Segment Start: SOURCE DATA
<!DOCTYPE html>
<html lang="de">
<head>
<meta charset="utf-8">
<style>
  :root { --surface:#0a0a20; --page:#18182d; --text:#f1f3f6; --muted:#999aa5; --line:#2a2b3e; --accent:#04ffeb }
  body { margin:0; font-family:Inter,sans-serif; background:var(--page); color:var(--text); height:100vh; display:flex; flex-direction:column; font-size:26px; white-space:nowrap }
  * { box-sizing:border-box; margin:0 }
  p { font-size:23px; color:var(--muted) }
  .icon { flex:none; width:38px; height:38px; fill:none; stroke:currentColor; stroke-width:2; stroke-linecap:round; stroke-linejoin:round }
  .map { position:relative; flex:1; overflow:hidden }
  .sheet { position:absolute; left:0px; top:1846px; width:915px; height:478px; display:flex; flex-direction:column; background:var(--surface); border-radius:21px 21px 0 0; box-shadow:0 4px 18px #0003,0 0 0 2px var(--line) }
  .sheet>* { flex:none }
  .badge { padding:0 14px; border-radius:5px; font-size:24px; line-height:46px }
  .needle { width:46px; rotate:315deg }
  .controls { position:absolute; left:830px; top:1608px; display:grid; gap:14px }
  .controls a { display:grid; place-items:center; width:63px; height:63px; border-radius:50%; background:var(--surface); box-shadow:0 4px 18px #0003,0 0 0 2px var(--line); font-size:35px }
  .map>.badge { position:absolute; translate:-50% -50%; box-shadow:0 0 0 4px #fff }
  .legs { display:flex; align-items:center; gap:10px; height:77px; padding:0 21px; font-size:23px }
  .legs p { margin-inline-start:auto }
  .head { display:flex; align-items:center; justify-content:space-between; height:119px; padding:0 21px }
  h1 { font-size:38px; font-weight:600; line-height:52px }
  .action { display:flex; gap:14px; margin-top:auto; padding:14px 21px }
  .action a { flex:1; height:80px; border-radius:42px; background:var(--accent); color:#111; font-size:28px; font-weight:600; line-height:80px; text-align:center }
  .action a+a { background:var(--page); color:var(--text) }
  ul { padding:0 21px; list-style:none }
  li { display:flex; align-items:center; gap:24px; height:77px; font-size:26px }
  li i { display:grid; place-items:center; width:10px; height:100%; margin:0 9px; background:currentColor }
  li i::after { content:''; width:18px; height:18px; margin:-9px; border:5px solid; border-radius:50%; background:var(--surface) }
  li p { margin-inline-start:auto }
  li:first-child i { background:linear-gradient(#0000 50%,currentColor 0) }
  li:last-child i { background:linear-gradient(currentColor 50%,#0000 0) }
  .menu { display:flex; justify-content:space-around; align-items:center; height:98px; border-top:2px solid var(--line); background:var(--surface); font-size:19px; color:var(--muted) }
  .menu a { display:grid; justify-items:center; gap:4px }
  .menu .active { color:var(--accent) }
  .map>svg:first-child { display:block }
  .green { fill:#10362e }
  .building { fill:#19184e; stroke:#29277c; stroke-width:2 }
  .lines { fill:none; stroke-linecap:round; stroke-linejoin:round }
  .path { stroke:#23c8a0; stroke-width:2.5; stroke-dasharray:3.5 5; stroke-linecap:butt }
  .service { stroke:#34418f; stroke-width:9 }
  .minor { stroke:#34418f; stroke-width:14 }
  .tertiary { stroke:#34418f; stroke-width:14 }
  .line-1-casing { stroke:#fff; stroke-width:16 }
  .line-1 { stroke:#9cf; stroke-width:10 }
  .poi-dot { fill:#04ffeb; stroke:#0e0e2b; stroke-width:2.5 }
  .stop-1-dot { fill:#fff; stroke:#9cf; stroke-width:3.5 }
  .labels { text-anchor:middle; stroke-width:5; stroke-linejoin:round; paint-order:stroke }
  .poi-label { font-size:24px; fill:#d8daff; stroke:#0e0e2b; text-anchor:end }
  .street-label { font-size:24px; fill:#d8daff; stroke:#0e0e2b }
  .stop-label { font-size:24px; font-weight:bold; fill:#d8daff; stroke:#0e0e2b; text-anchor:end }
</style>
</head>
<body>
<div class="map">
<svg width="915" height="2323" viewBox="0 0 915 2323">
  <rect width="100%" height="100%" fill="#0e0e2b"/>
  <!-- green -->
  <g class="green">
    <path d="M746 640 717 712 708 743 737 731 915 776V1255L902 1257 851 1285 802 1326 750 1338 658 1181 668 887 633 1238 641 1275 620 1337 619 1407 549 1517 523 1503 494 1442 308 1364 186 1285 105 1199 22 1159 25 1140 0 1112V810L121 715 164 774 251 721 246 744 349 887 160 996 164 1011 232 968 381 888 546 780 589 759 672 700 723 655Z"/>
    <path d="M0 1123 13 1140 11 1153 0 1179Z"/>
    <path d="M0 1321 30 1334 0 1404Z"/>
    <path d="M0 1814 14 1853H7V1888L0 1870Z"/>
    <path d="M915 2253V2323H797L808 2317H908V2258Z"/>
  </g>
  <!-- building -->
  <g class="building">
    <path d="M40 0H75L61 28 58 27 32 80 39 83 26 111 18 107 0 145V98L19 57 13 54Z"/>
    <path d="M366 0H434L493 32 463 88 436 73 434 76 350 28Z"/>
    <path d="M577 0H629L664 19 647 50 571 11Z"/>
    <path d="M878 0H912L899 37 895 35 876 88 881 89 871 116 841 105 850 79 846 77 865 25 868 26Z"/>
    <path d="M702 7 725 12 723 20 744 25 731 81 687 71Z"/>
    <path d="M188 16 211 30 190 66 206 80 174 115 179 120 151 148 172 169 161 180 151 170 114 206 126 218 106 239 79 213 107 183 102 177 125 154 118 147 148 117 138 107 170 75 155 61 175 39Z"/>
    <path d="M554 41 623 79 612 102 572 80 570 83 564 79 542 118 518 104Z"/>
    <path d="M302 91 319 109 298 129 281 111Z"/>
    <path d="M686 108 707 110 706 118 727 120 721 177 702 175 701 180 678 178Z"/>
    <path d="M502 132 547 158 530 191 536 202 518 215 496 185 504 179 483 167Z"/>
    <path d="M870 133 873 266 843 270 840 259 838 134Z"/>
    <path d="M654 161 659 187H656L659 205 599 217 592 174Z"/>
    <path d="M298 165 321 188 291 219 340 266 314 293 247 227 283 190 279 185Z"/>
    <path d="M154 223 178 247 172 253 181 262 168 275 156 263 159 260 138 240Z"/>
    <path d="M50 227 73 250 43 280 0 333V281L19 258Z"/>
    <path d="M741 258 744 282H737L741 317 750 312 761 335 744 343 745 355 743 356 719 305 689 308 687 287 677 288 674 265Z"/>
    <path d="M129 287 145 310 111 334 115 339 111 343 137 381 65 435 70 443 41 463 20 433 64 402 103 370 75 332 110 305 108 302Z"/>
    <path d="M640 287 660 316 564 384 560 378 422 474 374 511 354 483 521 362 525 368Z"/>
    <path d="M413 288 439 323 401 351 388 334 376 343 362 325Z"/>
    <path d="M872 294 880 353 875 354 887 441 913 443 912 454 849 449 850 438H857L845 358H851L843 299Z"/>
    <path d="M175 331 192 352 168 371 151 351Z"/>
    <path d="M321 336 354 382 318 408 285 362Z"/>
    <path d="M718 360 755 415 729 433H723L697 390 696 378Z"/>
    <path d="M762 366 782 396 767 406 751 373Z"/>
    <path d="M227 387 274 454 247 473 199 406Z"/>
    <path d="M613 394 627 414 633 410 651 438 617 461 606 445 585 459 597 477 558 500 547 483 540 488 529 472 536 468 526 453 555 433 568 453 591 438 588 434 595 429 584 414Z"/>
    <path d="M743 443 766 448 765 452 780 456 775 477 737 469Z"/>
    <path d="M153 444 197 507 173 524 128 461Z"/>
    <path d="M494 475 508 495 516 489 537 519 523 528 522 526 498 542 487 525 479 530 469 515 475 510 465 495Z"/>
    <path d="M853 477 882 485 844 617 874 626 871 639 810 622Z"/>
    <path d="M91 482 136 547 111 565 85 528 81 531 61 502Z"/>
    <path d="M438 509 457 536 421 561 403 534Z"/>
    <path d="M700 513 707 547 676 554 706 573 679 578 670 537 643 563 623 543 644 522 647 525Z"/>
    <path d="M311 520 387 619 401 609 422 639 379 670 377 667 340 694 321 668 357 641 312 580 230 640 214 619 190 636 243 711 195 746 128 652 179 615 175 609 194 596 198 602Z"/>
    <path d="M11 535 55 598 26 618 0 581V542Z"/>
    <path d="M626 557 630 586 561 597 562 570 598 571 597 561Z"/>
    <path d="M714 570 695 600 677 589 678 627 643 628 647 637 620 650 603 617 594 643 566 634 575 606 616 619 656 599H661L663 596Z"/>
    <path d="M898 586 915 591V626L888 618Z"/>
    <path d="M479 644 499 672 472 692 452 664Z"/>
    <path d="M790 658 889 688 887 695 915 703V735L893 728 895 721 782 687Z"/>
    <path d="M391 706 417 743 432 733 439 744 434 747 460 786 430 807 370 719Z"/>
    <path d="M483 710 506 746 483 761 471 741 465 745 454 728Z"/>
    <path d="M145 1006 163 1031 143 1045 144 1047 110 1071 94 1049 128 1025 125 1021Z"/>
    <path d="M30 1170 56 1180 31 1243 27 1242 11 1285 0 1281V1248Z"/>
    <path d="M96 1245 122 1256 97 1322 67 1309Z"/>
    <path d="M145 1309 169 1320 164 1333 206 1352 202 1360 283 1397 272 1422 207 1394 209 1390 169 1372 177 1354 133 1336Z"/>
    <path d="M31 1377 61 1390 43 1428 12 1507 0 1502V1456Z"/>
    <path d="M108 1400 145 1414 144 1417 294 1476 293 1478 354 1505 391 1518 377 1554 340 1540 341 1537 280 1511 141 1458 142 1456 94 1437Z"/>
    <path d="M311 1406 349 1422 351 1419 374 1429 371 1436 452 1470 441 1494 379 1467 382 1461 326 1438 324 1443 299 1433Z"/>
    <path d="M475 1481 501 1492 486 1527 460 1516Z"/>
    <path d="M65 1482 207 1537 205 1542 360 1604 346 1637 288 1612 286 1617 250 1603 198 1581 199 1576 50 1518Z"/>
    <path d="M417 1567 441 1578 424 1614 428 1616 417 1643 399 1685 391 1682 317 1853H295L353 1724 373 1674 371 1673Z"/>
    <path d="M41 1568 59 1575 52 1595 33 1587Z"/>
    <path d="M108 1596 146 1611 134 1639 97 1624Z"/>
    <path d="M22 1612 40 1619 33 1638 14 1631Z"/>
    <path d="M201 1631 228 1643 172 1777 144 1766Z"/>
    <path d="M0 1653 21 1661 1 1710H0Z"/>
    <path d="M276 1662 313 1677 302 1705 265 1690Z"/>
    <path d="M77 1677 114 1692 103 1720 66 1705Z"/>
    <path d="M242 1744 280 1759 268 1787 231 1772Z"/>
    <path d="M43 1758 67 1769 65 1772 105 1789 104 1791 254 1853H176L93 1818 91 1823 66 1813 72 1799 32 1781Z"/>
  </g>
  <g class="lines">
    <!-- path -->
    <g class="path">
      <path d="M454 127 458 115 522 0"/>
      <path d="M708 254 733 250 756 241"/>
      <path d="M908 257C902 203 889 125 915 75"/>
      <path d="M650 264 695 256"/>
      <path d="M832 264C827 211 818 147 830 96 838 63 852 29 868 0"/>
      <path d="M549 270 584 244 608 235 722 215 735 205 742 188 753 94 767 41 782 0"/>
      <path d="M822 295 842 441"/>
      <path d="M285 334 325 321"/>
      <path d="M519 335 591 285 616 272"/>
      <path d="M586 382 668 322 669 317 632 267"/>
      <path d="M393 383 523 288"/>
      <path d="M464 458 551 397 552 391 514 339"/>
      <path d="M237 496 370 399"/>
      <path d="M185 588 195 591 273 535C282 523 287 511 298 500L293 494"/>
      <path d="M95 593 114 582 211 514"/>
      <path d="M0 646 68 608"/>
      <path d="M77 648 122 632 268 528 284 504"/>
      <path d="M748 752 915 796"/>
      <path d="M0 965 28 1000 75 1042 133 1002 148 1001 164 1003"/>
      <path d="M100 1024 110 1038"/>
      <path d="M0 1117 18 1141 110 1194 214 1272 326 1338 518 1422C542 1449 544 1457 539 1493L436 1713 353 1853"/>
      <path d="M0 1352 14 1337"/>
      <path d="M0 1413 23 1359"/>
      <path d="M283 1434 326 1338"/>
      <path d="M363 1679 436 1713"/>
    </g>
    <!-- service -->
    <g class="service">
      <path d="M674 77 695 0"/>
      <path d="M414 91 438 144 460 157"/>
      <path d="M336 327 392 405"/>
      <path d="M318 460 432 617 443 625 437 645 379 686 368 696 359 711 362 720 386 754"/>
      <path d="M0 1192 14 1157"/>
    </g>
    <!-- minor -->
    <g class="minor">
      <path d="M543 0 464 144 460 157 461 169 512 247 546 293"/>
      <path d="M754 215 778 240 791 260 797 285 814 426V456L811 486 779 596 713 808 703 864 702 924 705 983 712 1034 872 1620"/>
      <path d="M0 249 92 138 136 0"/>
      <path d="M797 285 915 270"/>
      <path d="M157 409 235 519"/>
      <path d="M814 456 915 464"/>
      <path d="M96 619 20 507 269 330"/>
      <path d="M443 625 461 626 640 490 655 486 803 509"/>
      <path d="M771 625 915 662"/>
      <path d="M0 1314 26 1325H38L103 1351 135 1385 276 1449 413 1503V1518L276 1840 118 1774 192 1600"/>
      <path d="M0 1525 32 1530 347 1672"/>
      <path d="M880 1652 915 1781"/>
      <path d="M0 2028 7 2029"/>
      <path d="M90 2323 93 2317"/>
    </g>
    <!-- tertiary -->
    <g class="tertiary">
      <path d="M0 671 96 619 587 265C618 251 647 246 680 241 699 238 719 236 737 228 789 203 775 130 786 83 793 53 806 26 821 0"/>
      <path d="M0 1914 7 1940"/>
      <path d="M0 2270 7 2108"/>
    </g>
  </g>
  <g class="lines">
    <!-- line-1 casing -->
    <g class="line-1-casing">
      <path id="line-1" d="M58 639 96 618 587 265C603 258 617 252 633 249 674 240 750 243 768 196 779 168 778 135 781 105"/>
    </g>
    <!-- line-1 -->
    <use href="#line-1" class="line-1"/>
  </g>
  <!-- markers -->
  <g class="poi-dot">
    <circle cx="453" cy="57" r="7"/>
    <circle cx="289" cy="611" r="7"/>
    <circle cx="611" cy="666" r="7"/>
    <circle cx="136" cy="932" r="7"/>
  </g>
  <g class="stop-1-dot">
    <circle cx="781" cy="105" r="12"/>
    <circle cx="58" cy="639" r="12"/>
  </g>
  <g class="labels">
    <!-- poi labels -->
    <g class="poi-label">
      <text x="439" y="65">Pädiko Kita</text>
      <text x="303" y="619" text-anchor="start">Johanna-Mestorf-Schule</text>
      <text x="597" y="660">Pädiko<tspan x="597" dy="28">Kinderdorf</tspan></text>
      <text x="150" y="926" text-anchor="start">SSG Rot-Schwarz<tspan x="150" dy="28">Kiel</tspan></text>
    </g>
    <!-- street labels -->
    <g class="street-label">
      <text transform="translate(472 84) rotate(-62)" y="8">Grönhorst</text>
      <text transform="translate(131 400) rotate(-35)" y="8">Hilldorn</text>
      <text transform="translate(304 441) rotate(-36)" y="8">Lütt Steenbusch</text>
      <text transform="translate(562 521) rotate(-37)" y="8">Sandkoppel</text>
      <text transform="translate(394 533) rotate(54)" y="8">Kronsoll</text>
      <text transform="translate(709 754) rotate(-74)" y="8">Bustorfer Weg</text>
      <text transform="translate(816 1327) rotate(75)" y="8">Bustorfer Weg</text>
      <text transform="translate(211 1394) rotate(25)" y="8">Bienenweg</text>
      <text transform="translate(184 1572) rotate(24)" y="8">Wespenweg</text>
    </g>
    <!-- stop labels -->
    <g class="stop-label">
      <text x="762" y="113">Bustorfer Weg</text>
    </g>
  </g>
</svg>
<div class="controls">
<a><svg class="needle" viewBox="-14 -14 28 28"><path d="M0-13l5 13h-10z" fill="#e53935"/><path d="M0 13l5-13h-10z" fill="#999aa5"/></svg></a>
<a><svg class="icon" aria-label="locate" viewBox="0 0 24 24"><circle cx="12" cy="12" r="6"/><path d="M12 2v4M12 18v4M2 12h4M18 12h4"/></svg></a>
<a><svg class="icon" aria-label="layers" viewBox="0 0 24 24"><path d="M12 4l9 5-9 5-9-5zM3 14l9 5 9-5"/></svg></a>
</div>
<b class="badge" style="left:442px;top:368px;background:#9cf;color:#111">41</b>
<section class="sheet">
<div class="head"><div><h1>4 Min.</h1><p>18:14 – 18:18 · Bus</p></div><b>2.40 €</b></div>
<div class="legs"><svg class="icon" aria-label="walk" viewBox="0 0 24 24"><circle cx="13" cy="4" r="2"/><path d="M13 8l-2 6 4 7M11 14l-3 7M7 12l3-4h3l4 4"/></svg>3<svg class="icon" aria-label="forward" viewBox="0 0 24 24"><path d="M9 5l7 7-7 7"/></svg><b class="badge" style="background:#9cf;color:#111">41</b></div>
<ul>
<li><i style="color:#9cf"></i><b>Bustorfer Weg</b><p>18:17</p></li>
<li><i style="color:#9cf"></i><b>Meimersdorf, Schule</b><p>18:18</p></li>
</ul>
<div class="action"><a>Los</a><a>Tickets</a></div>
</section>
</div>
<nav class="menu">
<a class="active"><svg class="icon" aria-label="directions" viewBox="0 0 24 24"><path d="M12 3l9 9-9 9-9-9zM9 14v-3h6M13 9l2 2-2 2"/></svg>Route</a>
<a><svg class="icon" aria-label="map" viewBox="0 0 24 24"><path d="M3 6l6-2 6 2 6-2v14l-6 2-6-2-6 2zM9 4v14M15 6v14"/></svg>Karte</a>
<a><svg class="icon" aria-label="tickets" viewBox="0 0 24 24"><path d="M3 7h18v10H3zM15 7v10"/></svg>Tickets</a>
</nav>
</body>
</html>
Segment End: SOURCE DATA
▶ WHAT THIS TASK INVOLVES:
Starting with the line above that holds "position:relative; flex:1; overflow:hidden" and stopping with the line that holds "content:''; width:18px; height:18px;", reproduce each line exactly, omitting all other lines.

▶ EXERCISE OUTPUT:
  .map { position:relative; flex:1; overflow:hidden }
  .sheet { position:absolute; left:0px; top:1846px; width:915px; height:478px; display:flex; flex-direction:column; background:var(--surface); border-radius:21px 21px 0 0; box-shadow:0 4px 18px #0003,0 0 0 2px var(--line) }
  .sheet>* { flex:none }
  .badge { padding:0 14px; border-radius:5px; font-size:24px; line-height:46px }
  .needle { width:46px; rotate:315deg }
  .controls { position:absolute; left:830px; top:1608px; display:grid; gap:14px }
  .controls a { display:grid; place-items:center; width:63px; height:63px; border-radius:50%; background:var(--surface); box-shadow:0 4px 18px #0003,0 0 0 2px var(--line); font-size:35px }
  .map>.badge { position:absolute; translate:-50% -50%; box-shadow:0 0 0 4px #fff }
  .legs { display:flex; align-items:center; gap:10px; height:77px; padding:0 21px; font-size:23px }
  .legs p { margin-inline-start:auto }
  .head { display:flex; align-items:center; justify-content:space-between; height:119px; padding:0 21px }
  h1 { font-size:38px; font-weight:600; line-height:52px }
  .action { display:flex; gap:14px; margin-top:auto; padding:14px 21px }
  .action a { flex:1; height:80px; border-radius:42px; background:var(--accent); color:#111; font-size:28px; font-weight:600; line-height:80px; text-align:center }
  .action a+a { background:var(--page); color:var(--text) }
  ul { padding:0 21px; list-style:none }
  li { display:flex; align-items:center; gap:24px; height:77px; font-size:26px }
  li i { display:grid; place-items:center; width:10px; height:100%; margin:0 9px; background:currentColor }
  li i::after { content:''; width:18px; height:18px; margin:-9px; border:5px solid; border-radius:50%; background:var(--surface) }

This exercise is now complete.